Discussions BNP-Holmarcom : ce qu'en dit Abdellatif Jouahri
En réponse à une question de Médias24, le wali indique que la Banque centrale est au courant et détaille le processus si le deal venait à se confirmer.
"Effectivement, il y a un début de discussion entre les deux parties. Nous sommes au courant bien sûr", déclare Abdellatif Jouahri en réponse à la question de Médias24.
"Bien sûr, nous n'intervenons pas dans l'orientation de l'acheteur et du vendeur (...).

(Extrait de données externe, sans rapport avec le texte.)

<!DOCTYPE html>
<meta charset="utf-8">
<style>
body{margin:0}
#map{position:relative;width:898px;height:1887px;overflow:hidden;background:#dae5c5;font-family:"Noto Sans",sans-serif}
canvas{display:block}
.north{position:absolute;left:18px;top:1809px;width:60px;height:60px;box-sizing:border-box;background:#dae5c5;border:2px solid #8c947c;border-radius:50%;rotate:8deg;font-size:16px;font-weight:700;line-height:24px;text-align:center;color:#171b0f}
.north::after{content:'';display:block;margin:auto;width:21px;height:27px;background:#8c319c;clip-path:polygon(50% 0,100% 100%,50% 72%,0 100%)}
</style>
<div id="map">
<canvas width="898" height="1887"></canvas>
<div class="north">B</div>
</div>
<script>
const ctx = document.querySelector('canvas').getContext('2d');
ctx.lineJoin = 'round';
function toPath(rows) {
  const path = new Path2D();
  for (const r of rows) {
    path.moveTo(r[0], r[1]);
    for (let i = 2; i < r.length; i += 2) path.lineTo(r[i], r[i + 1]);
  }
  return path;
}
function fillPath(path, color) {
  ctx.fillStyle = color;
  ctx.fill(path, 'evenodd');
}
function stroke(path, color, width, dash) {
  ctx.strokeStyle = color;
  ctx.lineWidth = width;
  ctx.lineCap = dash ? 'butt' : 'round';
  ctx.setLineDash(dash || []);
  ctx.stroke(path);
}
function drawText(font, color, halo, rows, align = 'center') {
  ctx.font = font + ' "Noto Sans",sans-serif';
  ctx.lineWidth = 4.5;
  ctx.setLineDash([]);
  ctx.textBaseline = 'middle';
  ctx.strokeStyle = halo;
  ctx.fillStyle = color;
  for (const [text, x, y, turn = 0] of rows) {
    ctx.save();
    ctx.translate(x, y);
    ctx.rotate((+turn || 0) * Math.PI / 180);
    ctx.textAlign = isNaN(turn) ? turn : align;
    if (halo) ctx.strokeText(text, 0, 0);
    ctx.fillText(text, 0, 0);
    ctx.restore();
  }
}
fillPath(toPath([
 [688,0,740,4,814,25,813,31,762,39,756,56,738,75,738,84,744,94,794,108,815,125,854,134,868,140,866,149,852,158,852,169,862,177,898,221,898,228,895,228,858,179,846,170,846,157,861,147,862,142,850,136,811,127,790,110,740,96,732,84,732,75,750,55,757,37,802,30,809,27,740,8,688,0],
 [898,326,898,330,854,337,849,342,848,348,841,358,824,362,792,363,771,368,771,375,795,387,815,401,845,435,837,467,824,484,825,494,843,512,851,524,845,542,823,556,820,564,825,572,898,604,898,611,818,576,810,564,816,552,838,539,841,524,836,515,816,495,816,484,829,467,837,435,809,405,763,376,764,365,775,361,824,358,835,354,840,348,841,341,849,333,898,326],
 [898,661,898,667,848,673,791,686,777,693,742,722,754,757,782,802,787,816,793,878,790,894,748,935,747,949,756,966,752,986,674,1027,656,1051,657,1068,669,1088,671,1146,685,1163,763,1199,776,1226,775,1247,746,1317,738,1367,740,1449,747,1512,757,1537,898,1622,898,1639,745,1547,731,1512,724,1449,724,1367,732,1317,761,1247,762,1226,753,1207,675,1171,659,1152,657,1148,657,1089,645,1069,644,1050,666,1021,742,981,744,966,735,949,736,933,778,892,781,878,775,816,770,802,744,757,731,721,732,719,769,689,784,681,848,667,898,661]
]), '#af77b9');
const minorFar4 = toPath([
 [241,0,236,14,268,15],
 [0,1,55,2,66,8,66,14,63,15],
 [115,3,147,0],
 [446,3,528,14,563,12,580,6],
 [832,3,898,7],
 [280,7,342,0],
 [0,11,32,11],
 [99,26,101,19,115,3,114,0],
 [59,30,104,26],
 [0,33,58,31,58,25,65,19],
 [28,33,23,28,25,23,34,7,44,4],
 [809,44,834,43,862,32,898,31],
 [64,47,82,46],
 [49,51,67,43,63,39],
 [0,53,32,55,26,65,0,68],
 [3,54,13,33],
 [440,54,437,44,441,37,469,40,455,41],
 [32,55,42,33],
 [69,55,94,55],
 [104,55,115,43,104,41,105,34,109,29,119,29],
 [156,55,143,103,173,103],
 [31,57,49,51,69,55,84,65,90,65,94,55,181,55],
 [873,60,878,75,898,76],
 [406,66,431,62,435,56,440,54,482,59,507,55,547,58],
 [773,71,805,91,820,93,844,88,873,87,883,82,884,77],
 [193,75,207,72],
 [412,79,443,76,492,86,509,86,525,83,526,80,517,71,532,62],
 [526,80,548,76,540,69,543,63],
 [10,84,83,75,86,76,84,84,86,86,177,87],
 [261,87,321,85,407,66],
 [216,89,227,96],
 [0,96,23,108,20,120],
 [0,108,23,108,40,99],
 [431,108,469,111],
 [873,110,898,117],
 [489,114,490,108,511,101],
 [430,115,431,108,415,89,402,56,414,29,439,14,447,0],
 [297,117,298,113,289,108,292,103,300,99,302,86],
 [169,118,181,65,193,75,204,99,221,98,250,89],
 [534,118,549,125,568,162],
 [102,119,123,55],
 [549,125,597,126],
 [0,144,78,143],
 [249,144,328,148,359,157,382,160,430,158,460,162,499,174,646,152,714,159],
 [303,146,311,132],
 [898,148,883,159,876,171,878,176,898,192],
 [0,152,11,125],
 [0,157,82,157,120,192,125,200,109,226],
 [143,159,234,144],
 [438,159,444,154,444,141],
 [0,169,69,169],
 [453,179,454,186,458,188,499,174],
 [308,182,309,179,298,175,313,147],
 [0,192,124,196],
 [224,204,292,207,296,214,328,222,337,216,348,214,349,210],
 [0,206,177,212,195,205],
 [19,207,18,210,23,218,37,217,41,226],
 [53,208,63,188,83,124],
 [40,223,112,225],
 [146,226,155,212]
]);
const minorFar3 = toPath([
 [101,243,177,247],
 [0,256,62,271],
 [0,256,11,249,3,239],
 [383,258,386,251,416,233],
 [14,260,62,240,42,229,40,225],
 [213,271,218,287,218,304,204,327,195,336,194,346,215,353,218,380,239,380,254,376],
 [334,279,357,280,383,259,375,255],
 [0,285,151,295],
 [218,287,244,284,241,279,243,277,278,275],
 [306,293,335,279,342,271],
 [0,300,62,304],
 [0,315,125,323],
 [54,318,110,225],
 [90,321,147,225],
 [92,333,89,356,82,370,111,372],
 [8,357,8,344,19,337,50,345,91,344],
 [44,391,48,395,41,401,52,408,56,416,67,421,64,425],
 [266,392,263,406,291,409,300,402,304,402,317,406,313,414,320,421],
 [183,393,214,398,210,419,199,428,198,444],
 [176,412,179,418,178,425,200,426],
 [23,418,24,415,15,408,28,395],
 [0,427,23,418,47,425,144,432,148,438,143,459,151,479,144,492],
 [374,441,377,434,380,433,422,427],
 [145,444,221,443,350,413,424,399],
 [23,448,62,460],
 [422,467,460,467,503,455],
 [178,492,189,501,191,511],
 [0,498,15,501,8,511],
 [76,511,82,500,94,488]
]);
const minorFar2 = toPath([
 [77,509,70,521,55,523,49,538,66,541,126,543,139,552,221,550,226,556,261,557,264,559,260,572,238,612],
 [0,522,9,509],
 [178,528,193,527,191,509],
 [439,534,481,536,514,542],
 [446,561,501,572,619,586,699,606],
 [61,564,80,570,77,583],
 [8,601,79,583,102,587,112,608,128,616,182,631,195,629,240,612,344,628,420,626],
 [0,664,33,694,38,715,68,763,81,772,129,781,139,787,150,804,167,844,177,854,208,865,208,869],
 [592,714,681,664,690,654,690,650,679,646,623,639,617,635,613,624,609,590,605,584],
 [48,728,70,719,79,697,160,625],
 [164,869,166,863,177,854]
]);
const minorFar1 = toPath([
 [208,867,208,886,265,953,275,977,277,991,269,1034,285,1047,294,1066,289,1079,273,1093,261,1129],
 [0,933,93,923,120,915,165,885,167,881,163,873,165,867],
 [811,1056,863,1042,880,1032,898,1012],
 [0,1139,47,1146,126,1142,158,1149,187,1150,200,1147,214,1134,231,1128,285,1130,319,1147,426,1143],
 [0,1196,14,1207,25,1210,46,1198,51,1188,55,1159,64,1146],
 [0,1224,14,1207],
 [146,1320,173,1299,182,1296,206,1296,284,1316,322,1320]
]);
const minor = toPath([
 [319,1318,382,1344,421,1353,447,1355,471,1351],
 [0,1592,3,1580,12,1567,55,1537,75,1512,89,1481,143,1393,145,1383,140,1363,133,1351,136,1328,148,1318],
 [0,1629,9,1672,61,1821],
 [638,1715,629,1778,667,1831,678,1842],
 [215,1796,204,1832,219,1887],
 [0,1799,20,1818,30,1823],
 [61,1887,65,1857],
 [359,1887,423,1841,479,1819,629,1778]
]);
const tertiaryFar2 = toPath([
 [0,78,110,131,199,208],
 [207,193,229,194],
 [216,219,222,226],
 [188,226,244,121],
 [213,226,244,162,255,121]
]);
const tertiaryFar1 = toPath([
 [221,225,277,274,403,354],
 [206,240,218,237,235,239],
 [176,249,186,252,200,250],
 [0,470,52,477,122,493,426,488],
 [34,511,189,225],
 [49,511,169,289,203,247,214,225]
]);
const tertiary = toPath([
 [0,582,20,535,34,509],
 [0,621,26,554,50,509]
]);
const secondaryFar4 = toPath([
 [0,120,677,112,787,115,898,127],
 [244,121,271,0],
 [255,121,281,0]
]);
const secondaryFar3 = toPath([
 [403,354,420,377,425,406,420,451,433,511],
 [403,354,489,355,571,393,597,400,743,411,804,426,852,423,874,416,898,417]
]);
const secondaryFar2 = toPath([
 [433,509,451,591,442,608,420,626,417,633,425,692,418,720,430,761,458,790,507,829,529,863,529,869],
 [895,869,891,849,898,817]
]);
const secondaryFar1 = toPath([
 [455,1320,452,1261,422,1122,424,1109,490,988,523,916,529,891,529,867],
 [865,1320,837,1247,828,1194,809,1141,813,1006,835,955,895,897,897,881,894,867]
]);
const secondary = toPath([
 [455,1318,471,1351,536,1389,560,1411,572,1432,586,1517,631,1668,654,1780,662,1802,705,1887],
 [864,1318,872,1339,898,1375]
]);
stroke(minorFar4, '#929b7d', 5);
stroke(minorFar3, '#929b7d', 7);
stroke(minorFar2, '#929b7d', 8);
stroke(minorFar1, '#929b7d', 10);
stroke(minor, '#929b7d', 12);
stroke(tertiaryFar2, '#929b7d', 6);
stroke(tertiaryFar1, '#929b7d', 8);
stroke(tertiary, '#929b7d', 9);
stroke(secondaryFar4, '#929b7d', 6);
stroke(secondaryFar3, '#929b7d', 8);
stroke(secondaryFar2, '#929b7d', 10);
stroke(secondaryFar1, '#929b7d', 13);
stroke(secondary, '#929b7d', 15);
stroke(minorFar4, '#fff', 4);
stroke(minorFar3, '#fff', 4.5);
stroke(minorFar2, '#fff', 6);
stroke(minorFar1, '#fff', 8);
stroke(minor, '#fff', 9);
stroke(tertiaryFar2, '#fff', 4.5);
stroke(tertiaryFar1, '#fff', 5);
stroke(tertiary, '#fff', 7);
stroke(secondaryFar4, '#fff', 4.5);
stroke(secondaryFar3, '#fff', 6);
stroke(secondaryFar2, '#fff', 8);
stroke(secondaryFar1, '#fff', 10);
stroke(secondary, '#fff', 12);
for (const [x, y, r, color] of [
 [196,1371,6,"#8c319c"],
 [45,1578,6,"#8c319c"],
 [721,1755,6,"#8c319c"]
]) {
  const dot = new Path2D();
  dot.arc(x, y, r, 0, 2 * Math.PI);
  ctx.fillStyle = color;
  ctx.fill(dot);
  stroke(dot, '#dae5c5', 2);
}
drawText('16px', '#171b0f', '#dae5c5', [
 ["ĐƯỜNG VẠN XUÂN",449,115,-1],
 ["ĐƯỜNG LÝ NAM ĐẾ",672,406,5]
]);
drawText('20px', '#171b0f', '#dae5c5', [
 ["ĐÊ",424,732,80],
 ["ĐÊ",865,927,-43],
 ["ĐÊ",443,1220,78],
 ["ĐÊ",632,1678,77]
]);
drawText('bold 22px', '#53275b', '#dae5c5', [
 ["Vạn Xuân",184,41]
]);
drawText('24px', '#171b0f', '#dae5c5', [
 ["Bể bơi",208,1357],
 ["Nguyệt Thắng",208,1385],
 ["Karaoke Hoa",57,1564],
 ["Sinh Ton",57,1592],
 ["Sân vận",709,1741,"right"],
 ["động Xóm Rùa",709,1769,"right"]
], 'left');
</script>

À ce niveau, nous sommes informés, ce sont des discussions préliminaires qui peuvent aboutir ou ne pas aboutir",
Si on se projette dans l'hypothèse qu'elles vont aboutir, Bank Al-Maghrib interviendra car "dans la loi bancaire, quand il y a un changement de contrôle qui est opéré, cela donne lieu nécessairement à l'octroi d'un nouvel agrément, et ce nouvel agrément est octroyé par le régulateur, qui est Bank Al-Maghrib, après examen du dossier".
Le wali poursuit ses explications. "Un dossier d'agrément est un dossier assez épais, qui regarde d'abord quel est le projet industriel. Qu'est-ce qu'on vise par cette opération ? Sachant que l'acheteur potentiel a déjà reçu un agrément il y a quelque temps". Abdellatif Jouahri fait ici allusion à la récente prise de contrôle de Crédit du Maroc par le groupe Holmarcom.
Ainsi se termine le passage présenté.